_WHAT YOU ARE ASKED TO DO:_ Each line with the word "Tikkurilantie" must appear in the answer, copied from the records.
Top of DATASET EXTRACT
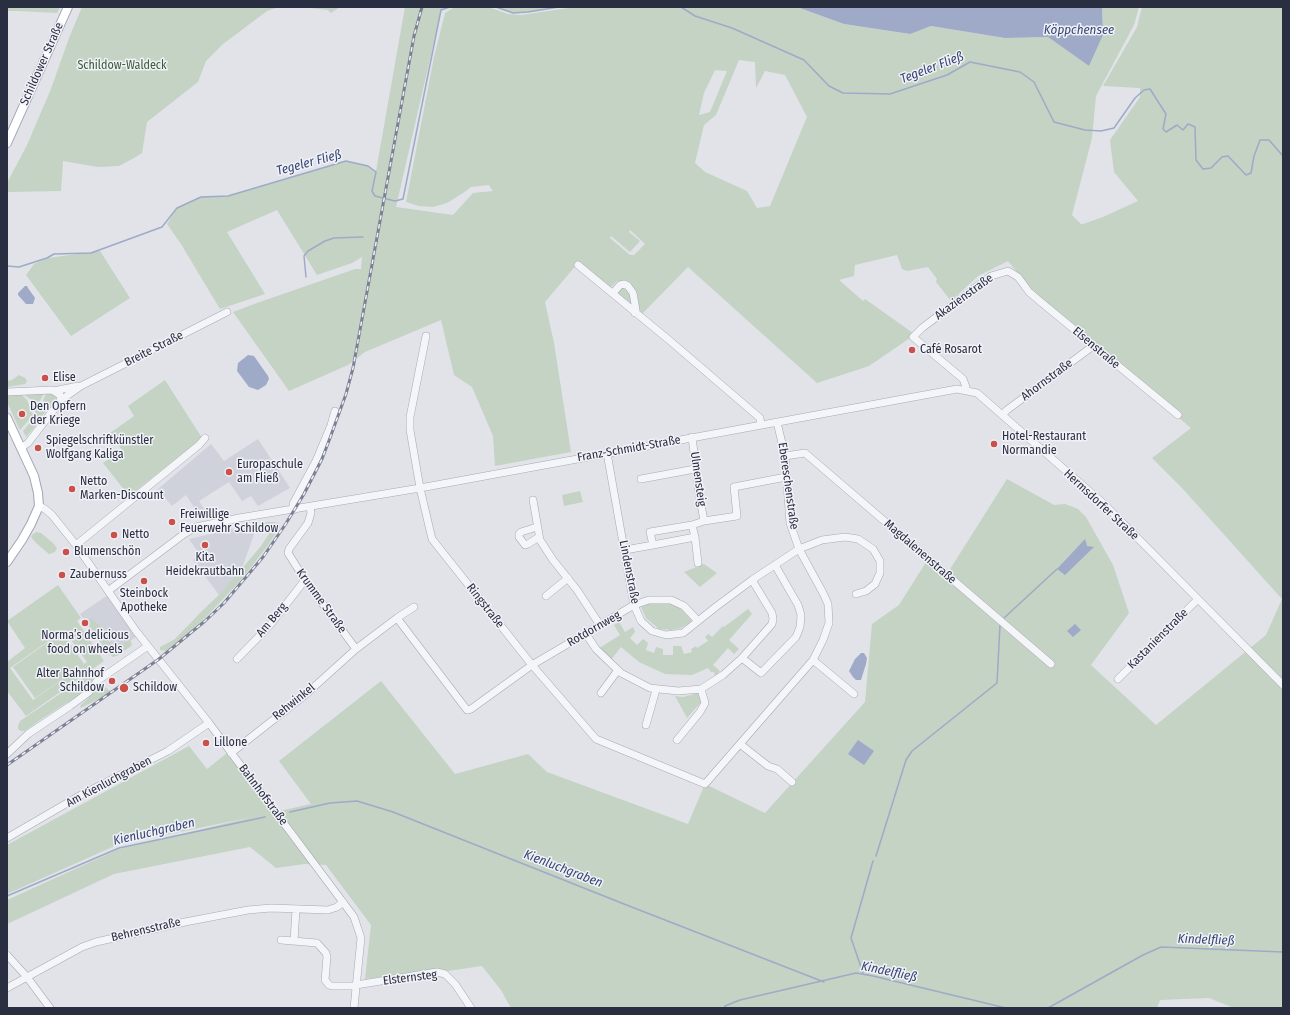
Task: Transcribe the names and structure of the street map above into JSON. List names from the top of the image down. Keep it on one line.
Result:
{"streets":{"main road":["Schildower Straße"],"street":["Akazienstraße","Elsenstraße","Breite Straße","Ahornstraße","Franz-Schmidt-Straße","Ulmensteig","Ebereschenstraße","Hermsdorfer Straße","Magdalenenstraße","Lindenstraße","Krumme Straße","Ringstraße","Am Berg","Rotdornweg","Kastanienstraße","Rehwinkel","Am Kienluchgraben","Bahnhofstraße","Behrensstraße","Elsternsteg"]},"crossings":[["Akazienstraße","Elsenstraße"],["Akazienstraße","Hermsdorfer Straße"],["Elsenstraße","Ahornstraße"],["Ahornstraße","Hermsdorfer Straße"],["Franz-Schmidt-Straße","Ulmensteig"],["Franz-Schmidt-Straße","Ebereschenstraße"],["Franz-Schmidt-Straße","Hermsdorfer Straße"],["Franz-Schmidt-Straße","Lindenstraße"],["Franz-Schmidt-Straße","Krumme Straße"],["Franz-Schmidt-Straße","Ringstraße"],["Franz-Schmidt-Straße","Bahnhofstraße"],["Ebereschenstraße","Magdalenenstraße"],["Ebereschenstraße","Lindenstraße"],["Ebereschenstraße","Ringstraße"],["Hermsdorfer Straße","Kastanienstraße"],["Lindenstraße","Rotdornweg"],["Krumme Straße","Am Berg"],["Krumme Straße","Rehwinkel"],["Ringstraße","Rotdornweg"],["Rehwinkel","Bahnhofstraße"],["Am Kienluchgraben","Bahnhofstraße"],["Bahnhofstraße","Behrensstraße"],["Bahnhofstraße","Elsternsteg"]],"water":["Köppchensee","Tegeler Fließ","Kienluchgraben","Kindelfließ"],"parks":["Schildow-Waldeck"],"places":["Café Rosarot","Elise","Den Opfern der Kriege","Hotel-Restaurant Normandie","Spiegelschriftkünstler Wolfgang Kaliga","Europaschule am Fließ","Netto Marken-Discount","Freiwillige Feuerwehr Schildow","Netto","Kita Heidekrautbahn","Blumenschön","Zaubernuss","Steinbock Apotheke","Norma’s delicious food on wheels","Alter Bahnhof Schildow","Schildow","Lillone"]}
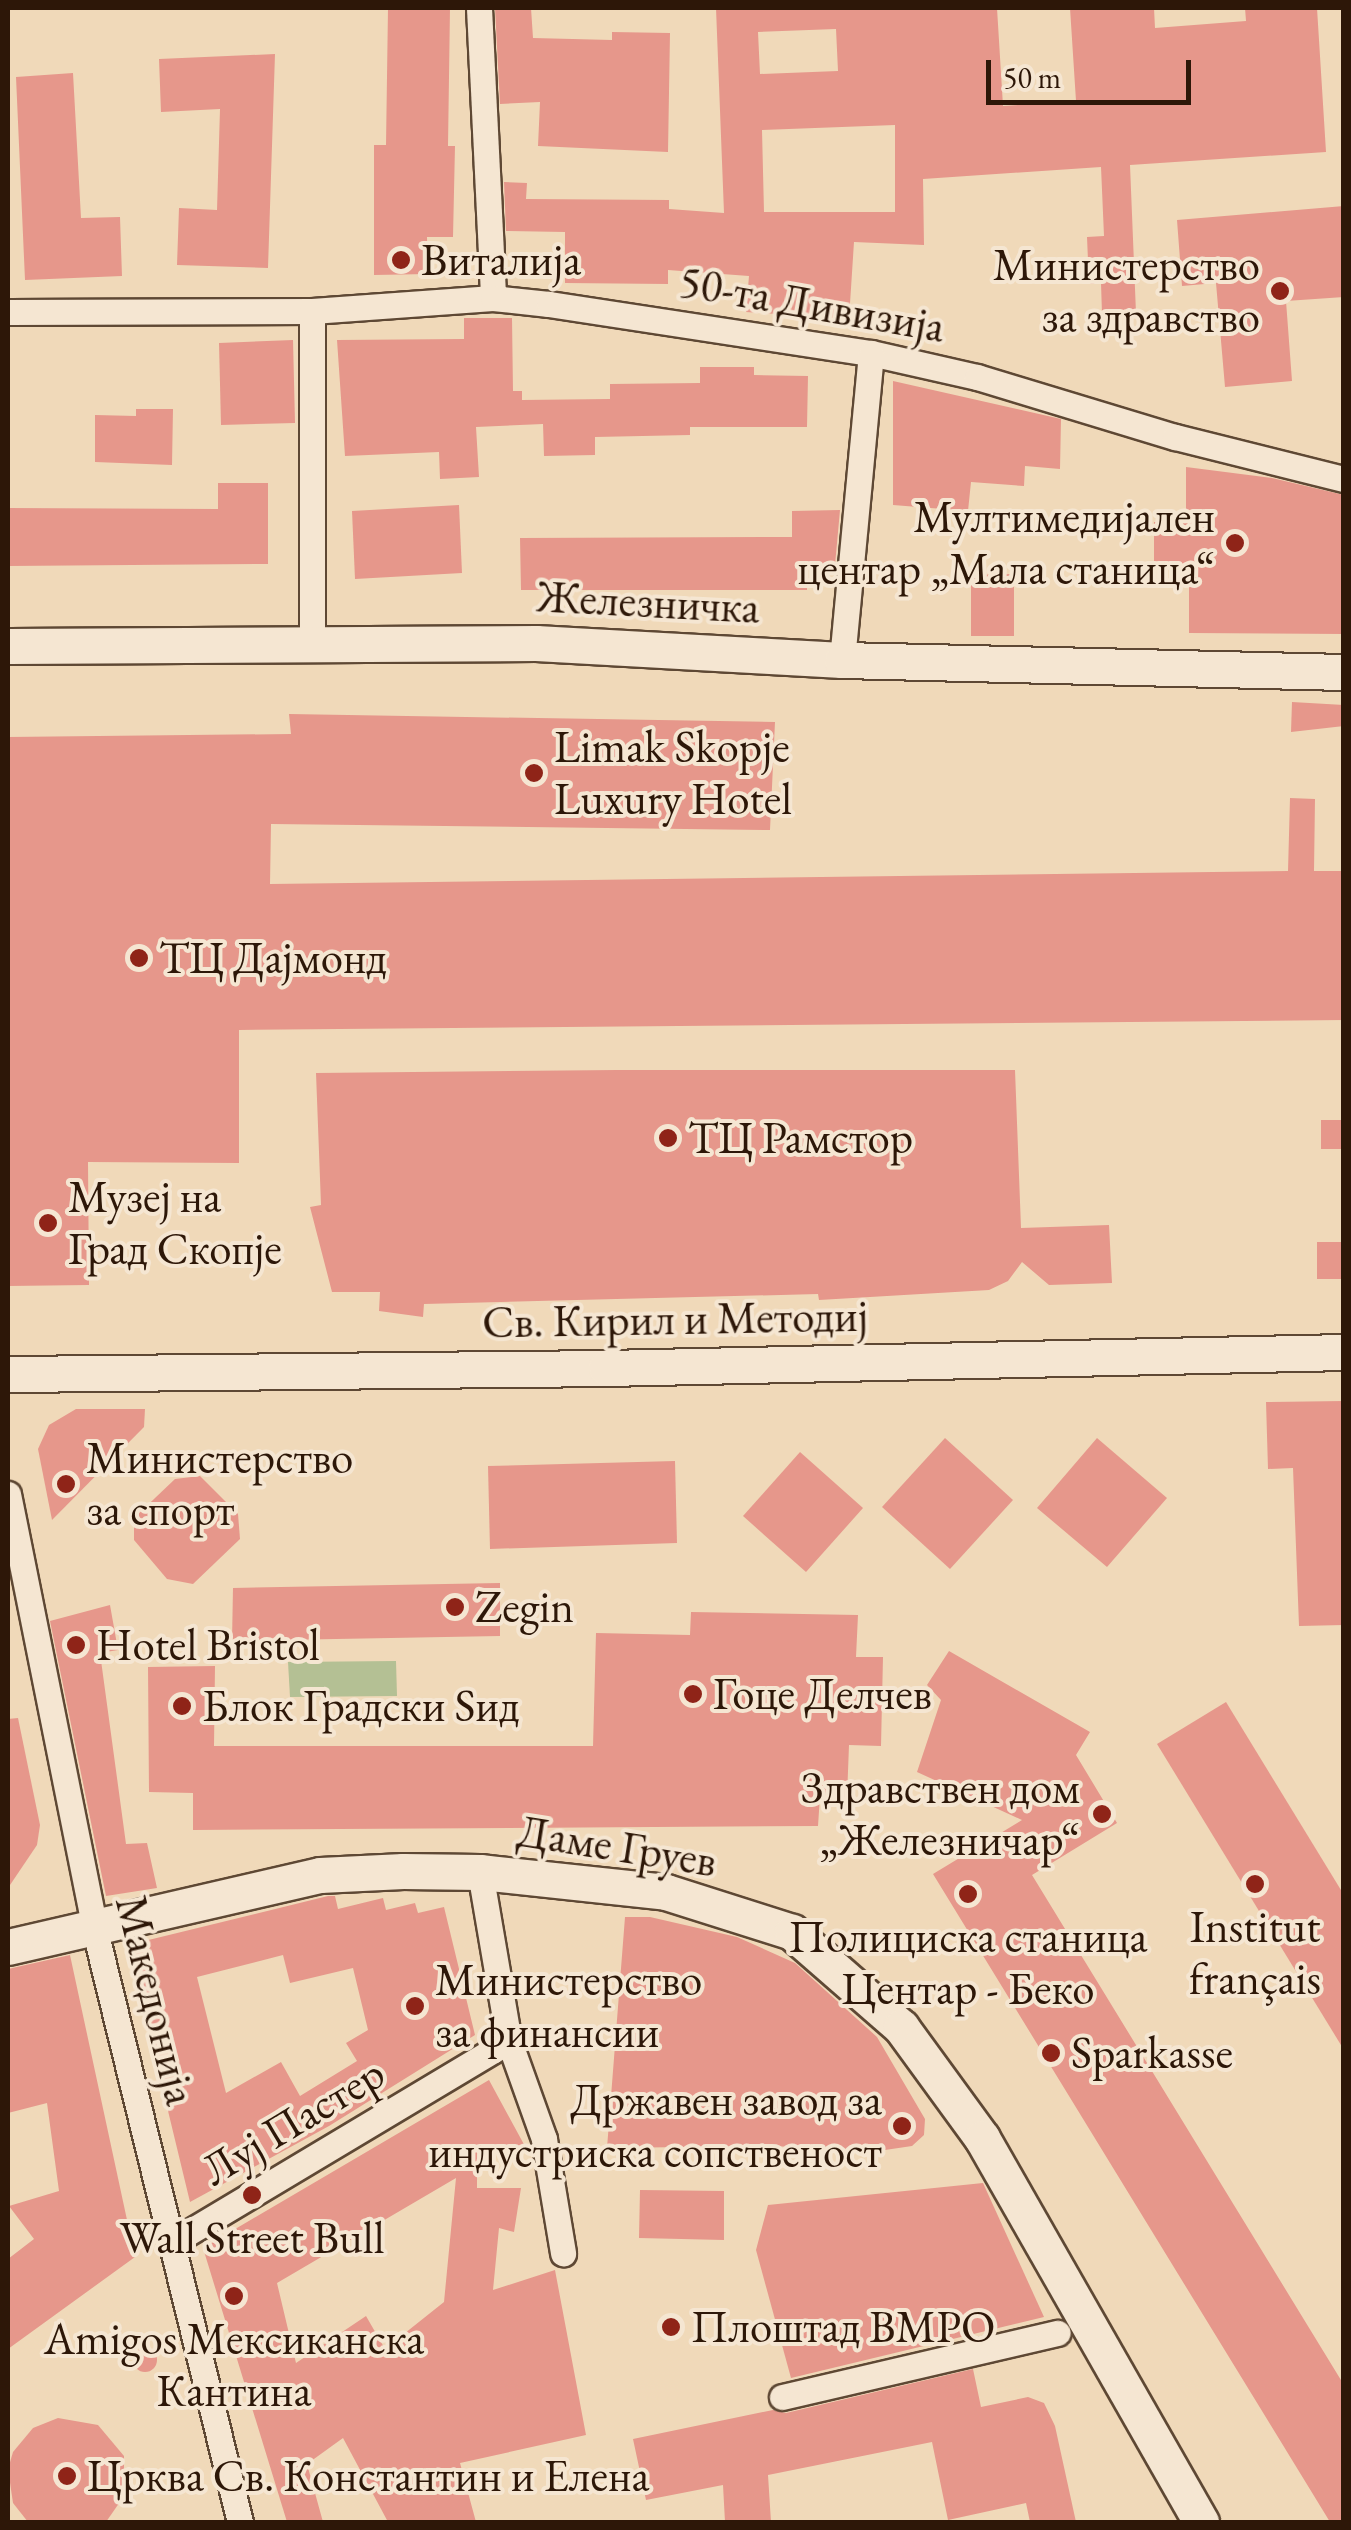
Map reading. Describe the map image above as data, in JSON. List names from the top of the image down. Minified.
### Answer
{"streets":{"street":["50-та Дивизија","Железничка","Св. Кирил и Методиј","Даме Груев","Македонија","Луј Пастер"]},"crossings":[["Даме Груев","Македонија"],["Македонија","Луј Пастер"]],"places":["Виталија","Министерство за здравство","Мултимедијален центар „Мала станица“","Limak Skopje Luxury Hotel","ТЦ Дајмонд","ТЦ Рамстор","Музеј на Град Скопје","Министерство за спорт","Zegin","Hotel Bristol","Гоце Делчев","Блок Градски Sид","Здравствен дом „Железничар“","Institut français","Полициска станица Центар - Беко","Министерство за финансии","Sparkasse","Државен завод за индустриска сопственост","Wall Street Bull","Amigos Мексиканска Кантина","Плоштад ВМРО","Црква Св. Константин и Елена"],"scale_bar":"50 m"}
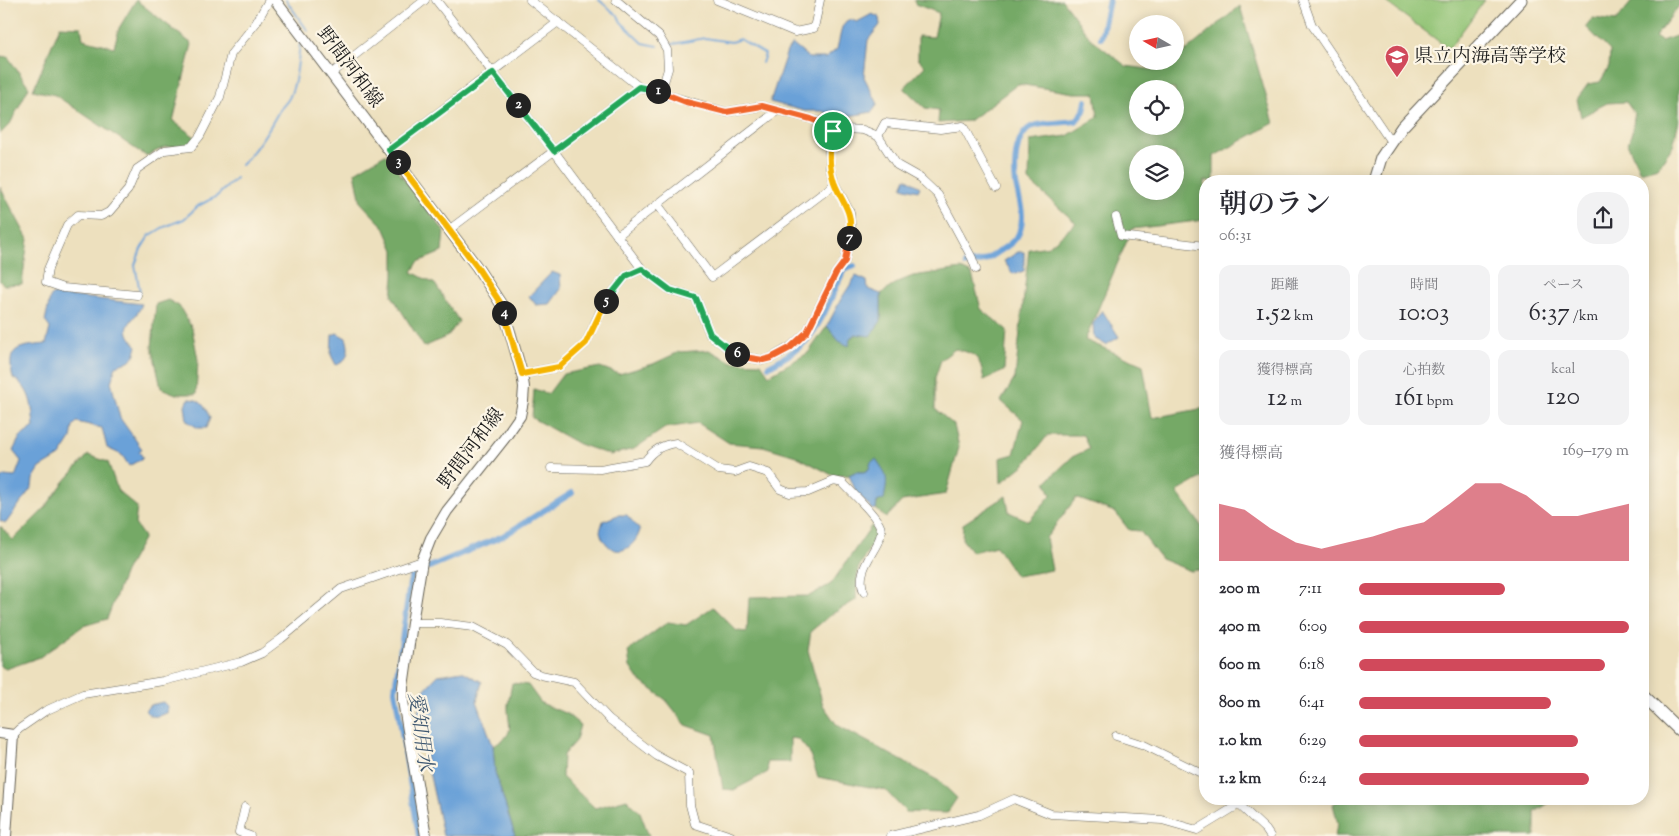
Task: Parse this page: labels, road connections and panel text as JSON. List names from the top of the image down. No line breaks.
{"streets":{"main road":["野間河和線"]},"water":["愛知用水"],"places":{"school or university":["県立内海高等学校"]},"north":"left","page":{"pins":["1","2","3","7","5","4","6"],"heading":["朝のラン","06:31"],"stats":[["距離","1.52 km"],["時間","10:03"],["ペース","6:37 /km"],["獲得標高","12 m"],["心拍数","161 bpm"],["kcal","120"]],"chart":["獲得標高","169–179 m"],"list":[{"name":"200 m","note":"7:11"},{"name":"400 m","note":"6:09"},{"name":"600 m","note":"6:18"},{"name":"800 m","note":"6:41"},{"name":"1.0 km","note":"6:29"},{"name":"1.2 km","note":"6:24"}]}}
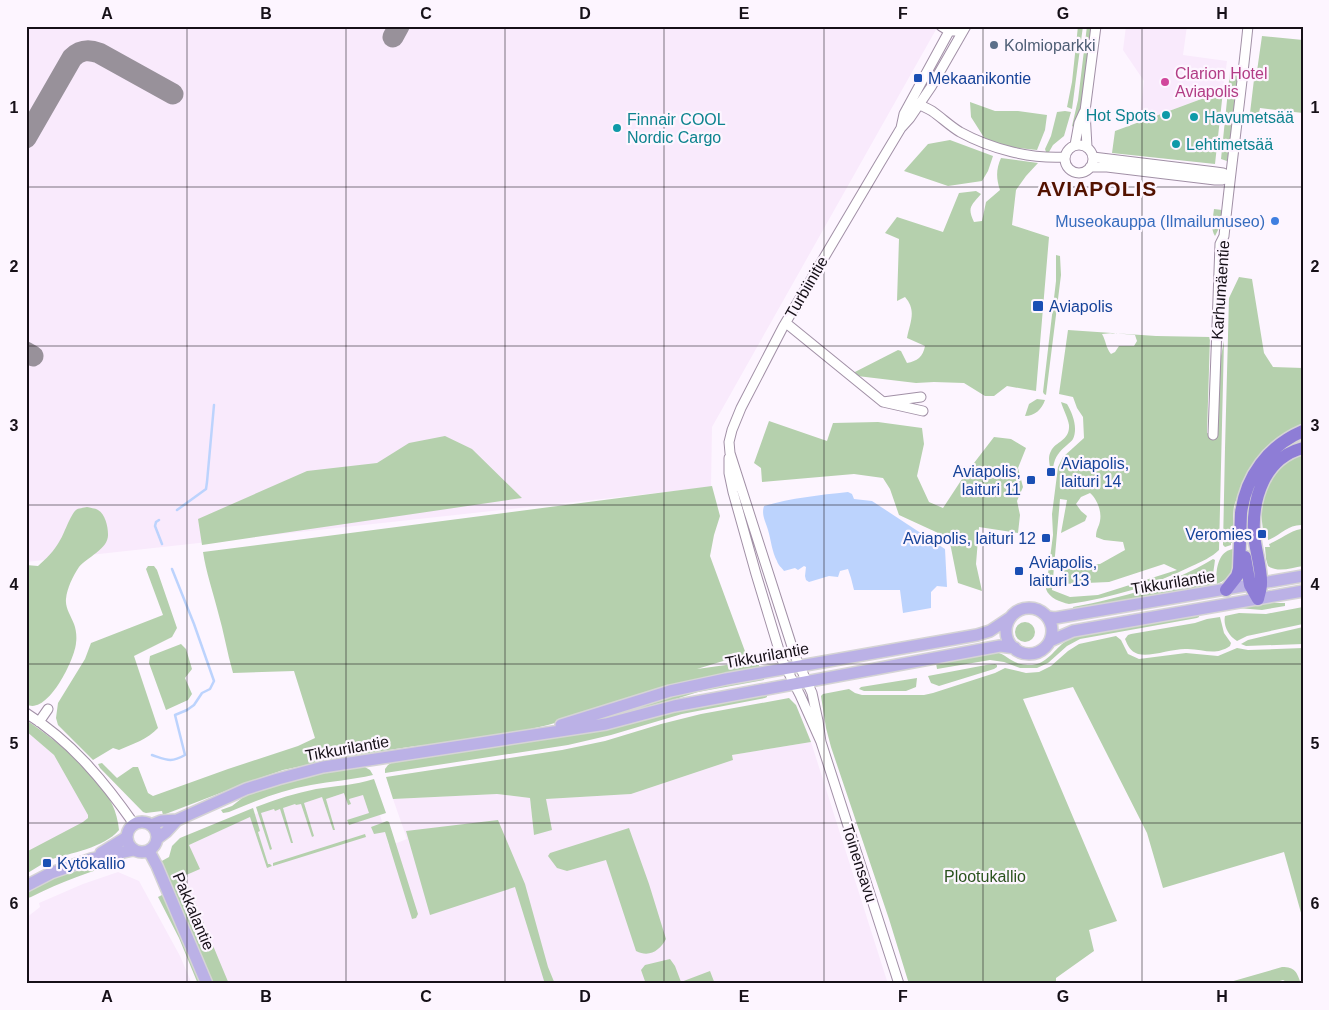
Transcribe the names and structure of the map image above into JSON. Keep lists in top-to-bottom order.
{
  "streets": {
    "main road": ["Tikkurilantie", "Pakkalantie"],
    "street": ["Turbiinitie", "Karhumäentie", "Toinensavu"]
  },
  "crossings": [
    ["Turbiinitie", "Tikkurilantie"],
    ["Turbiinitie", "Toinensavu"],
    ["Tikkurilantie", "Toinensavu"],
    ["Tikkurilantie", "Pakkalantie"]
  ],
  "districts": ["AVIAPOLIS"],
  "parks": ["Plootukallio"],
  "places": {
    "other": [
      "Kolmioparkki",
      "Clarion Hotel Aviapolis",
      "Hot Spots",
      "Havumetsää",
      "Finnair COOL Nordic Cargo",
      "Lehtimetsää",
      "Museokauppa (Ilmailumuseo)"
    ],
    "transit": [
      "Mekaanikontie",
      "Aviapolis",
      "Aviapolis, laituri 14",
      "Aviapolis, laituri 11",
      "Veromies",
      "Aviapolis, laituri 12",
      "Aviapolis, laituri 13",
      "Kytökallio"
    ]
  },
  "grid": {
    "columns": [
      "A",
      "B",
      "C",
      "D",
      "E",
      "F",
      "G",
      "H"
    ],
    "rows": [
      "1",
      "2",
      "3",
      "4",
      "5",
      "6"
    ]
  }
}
Bottom of DATASET EXTRACT
_EXERCISE RESULT:_
    "main road": ["Tikkurilantie", "Pakkalantie"],
    ["Turbiinitie", "Tikkurilantie"],
    ["Tikkurilantie", "Toinensavu"],
    ["Tikkurilantie", "Pakkalantie"]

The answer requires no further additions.